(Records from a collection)

++++++++++++++++++++

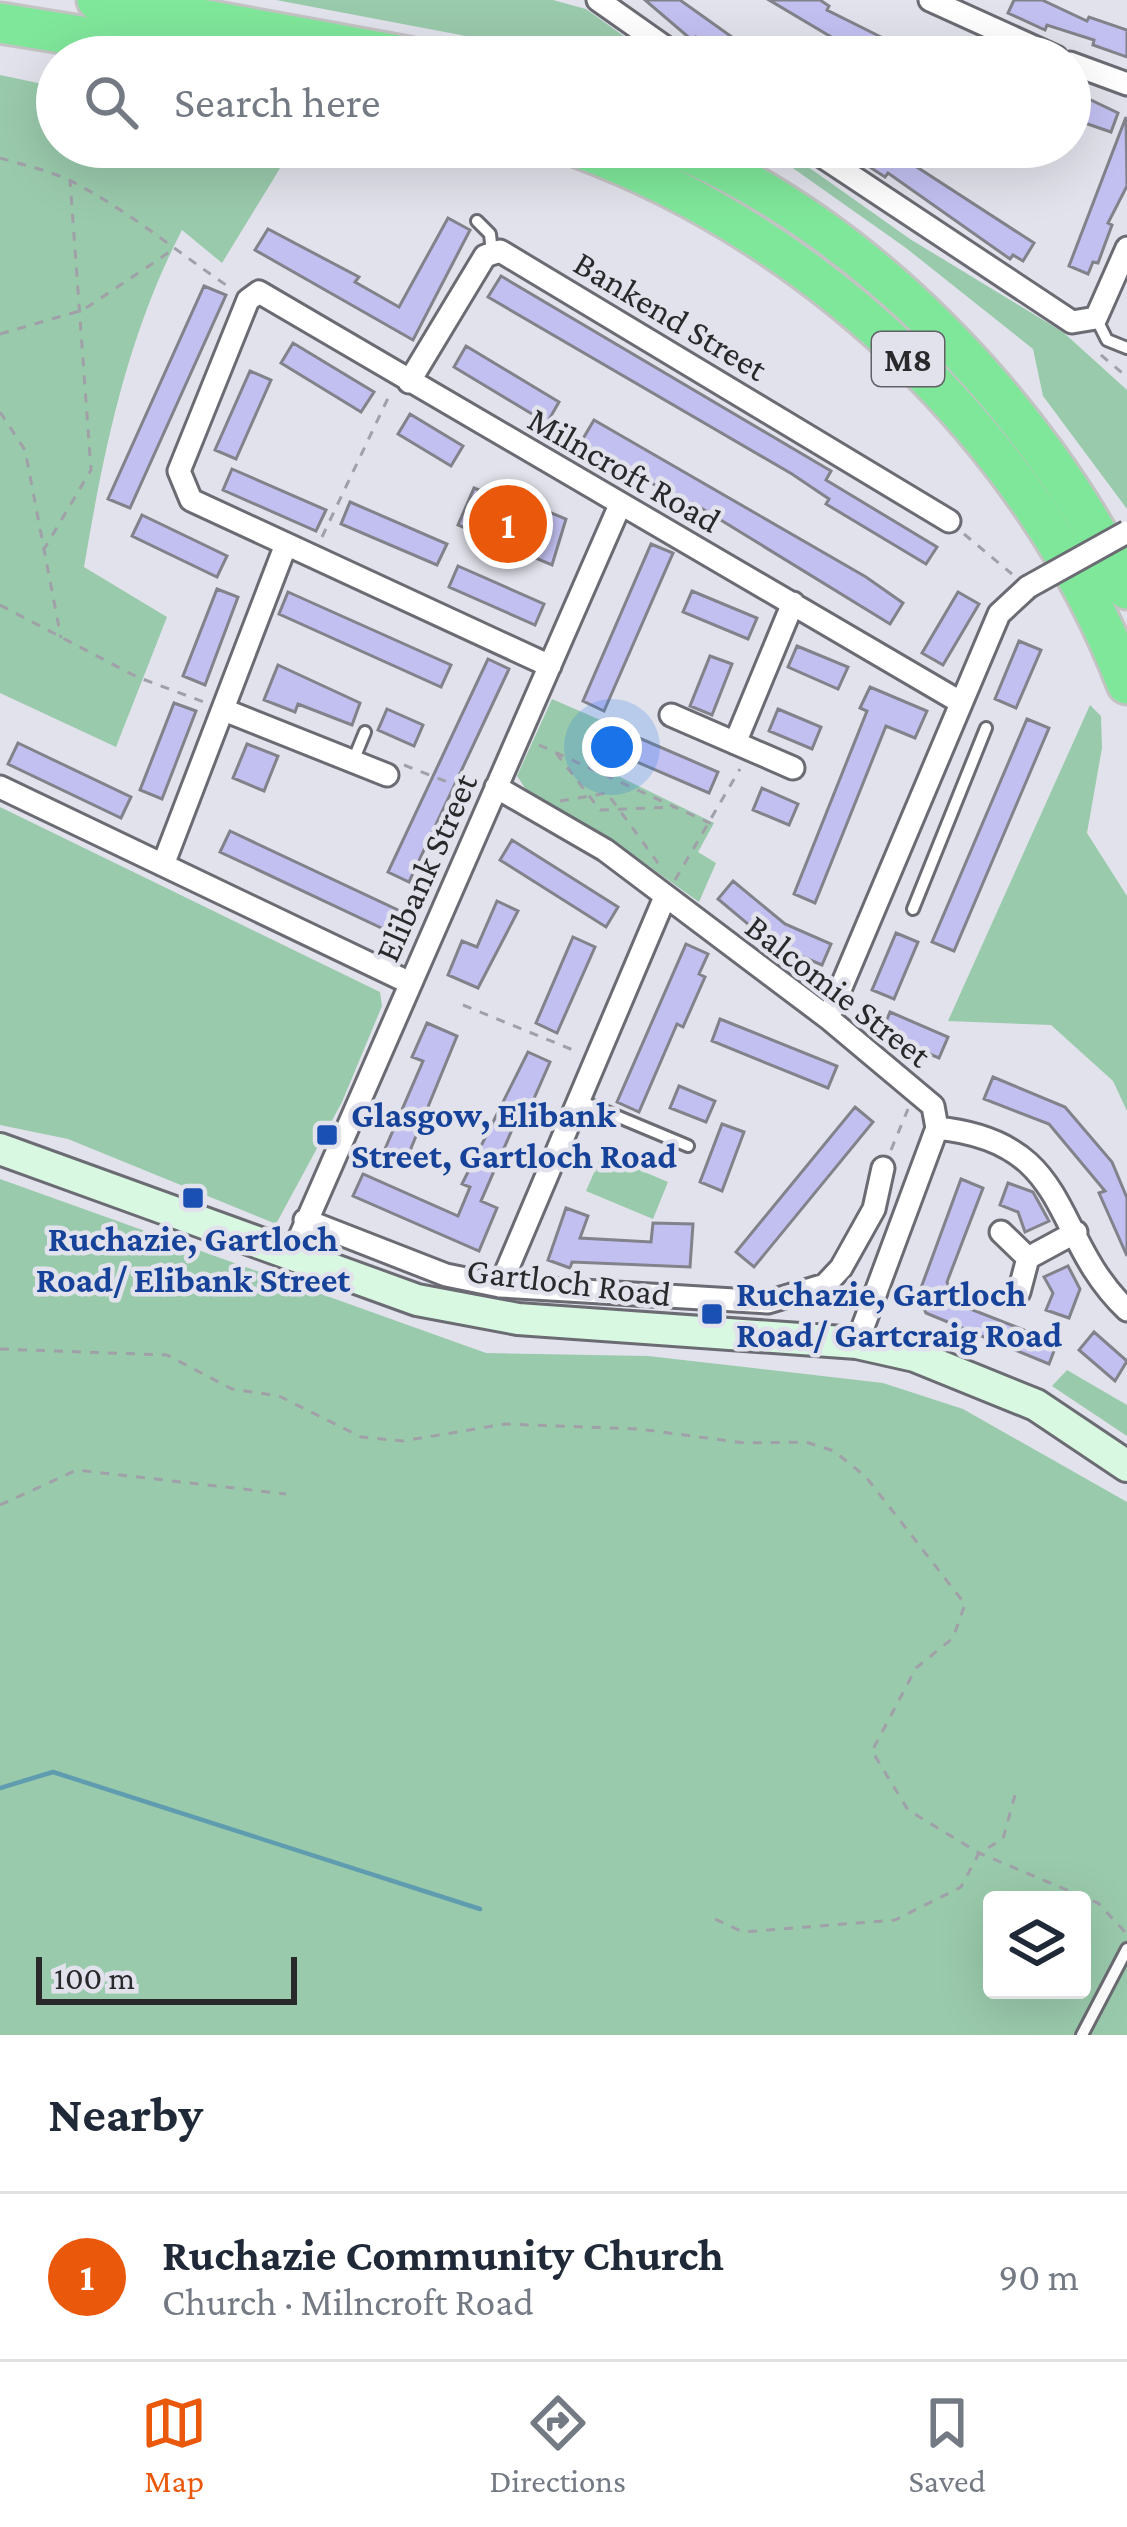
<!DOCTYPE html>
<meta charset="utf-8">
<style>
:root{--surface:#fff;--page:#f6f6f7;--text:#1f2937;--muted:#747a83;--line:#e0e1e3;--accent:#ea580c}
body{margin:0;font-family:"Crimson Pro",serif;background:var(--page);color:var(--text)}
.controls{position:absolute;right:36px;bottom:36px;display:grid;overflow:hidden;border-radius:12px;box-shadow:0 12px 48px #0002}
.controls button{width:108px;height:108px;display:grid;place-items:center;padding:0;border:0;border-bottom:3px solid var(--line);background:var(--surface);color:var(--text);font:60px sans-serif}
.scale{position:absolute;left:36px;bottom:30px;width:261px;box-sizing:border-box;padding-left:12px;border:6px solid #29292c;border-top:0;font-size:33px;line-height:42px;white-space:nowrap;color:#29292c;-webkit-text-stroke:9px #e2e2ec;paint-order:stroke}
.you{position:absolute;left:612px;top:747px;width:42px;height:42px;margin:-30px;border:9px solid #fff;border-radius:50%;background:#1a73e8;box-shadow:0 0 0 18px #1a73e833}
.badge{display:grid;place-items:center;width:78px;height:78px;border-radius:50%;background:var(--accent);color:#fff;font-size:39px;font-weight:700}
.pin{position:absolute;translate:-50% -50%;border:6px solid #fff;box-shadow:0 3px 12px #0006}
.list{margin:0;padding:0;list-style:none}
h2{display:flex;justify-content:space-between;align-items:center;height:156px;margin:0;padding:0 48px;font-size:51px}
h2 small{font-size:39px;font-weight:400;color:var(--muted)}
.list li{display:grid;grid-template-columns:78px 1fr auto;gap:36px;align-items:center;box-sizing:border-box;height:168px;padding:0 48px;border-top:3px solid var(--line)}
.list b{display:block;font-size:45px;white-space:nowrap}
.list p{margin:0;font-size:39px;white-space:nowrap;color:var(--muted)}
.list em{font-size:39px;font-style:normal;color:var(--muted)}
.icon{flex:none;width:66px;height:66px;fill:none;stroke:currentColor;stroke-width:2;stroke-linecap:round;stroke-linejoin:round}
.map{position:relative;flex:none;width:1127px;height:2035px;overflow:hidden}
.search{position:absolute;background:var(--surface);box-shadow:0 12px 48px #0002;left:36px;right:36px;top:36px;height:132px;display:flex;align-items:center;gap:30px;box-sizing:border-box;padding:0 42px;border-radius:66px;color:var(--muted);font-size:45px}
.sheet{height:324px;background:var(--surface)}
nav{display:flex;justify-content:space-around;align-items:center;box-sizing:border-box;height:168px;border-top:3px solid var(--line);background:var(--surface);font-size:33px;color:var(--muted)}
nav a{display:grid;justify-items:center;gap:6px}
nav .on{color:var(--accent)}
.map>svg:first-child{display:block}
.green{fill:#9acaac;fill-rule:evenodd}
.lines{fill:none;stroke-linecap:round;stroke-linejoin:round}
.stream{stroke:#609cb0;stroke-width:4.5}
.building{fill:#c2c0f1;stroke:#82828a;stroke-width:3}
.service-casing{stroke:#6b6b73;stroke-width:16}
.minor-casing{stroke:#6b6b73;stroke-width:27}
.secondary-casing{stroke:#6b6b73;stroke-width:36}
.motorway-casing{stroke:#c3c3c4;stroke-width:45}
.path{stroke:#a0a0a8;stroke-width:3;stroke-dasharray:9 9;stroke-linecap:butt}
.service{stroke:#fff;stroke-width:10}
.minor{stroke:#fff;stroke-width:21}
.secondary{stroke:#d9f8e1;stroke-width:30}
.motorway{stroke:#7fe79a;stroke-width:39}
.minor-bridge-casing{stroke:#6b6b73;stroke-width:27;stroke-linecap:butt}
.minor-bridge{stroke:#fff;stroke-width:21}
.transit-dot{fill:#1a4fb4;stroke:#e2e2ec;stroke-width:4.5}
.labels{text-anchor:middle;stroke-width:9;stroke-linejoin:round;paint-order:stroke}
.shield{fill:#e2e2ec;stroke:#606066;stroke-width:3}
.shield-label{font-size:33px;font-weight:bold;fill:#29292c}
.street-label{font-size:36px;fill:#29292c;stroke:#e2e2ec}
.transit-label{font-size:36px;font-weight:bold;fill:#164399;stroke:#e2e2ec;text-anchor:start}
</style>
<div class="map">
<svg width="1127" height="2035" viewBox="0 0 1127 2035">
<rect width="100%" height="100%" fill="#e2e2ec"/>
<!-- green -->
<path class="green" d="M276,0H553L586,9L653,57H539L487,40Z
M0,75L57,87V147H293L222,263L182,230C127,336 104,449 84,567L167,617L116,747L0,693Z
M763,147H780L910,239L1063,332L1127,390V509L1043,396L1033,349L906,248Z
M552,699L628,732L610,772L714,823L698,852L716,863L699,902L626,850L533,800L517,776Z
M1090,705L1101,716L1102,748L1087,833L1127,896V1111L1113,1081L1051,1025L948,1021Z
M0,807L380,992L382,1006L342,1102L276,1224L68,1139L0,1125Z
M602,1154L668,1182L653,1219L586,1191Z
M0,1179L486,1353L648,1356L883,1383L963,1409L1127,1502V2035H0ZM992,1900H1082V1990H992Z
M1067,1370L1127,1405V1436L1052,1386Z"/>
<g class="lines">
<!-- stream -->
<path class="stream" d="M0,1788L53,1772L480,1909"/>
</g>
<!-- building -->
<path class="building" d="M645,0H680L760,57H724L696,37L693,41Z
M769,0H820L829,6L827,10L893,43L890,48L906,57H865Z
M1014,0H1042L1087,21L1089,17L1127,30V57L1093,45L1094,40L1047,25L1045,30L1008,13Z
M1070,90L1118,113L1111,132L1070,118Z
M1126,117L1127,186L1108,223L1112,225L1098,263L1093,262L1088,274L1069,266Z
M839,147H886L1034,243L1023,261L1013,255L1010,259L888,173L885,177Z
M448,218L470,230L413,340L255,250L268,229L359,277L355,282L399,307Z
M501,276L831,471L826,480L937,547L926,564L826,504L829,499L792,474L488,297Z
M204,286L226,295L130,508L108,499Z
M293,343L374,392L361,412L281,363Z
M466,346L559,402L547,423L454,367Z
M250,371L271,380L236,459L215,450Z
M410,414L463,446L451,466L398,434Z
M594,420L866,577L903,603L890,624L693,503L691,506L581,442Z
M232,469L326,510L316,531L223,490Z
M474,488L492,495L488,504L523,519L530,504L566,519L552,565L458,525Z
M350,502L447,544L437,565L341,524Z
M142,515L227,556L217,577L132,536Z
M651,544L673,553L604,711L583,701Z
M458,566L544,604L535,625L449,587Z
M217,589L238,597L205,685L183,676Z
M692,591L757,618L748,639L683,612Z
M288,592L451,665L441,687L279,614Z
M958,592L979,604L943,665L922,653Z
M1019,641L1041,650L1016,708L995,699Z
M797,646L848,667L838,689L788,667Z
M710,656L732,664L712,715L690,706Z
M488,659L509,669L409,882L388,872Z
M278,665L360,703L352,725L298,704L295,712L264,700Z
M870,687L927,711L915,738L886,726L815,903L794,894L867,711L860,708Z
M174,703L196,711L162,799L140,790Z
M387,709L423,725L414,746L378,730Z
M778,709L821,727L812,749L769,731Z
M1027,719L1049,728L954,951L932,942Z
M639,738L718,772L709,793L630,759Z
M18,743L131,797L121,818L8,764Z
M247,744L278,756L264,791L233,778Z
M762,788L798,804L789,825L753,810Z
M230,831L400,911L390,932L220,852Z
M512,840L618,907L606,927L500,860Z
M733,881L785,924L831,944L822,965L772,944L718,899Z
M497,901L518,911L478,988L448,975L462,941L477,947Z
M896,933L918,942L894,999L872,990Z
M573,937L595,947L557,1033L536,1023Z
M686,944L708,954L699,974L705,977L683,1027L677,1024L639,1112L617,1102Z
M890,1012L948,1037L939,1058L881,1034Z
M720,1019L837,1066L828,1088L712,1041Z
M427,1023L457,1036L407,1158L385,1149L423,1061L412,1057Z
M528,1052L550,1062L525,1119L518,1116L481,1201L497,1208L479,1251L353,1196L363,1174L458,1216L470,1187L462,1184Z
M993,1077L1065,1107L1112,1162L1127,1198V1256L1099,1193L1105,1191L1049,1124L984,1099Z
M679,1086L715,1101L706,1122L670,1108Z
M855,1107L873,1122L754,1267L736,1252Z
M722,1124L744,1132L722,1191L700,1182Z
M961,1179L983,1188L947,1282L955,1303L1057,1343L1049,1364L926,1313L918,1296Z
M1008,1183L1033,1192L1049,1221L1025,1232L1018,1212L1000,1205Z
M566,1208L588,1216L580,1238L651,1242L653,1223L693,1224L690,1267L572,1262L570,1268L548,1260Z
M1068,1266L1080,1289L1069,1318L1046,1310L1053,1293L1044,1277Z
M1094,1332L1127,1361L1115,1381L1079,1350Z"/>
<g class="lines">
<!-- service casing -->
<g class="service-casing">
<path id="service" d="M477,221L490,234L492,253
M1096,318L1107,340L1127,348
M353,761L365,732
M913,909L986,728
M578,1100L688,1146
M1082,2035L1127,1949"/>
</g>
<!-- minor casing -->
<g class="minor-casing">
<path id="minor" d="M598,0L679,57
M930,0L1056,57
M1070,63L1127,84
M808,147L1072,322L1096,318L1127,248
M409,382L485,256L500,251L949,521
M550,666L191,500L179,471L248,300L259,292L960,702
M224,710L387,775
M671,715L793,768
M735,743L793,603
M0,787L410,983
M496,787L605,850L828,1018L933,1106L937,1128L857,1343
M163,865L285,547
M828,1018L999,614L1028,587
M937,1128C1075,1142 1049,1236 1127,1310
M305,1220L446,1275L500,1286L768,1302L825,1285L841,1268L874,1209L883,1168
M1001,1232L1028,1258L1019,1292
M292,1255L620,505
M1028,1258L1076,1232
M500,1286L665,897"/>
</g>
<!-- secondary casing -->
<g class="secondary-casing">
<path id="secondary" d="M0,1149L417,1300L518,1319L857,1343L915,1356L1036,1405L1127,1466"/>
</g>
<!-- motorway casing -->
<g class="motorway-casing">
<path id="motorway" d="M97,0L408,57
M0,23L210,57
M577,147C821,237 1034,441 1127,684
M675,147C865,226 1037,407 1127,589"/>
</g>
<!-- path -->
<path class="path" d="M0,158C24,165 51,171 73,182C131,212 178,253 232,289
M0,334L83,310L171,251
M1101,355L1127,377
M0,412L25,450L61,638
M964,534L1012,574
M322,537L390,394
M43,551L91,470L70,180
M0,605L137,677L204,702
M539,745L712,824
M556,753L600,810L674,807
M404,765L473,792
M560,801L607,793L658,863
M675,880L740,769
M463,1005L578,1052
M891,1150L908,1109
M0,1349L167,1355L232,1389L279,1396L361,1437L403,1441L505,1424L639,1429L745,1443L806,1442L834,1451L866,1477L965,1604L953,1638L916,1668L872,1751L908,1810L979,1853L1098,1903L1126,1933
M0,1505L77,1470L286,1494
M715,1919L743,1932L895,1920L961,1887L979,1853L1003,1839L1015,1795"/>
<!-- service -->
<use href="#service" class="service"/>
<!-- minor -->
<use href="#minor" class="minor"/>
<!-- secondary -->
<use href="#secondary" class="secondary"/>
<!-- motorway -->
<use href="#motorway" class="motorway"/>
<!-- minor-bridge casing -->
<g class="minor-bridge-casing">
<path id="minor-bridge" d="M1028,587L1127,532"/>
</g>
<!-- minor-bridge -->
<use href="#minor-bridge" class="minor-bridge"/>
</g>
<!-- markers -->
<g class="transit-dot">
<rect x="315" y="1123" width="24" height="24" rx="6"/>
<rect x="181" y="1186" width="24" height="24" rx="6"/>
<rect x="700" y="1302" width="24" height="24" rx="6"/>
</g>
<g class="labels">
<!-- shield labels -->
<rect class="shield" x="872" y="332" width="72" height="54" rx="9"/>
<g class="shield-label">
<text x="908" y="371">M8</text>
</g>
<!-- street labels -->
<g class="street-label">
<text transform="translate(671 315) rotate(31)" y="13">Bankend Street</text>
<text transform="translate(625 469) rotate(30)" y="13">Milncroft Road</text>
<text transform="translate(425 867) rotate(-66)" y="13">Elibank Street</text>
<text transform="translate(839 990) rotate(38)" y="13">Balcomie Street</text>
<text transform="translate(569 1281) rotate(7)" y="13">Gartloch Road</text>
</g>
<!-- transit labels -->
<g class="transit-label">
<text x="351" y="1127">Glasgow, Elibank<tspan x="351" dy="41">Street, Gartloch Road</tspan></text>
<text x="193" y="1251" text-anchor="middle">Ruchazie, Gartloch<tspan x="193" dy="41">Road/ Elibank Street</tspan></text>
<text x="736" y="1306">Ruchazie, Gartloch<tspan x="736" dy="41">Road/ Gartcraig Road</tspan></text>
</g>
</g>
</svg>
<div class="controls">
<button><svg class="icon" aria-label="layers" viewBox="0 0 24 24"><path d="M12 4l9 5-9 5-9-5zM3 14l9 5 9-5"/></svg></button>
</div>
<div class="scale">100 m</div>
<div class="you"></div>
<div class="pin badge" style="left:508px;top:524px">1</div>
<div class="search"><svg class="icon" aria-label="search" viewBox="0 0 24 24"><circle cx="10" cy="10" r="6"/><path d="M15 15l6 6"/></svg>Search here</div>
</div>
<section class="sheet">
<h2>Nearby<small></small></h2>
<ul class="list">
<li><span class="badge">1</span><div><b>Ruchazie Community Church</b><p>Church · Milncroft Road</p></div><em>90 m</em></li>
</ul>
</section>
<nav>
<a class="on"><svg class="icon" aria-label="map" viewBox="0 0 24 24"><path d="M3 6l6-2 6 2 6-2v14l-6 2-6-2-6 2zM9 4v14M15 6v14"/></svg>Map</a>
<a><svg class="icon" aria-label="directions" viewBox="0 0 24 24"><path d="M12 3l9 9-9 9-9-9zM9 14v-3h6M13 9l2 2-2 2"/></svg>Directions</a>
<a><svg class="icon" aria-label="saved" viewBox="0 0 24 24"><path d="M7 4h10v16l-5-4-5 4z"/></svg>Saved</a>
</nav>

++++++++++++++++++++

## Task description:
Could you output the lines above, exactly as written, from the one containing "6 2 6-2v14l-6" through the last, with both ends included and no others?

## Finished task:
<a class="on"><svg class="icon" aria-label="map" viewBox="0 0 24 24"><path d="M3 6l6-2 6 2 6-2v14l-6 2-6-2-6 2zM9 4v14M15 6v14"/></svg>Map</a>
<a><svg class="icon" aria-label="directions" viewBox="0 0 24 24"><path d="M12 3l9 9-9 9-9-9zM9 14v-3h6M13 9l2 2-2 2"/></svg>Directions</a>
<a><svg class="icon" aria-label="saved" viewBox="0 0 24 24"><path d="M7 4h10v16l-5-4-5 4z"/></svg>Saved</a>
</nav>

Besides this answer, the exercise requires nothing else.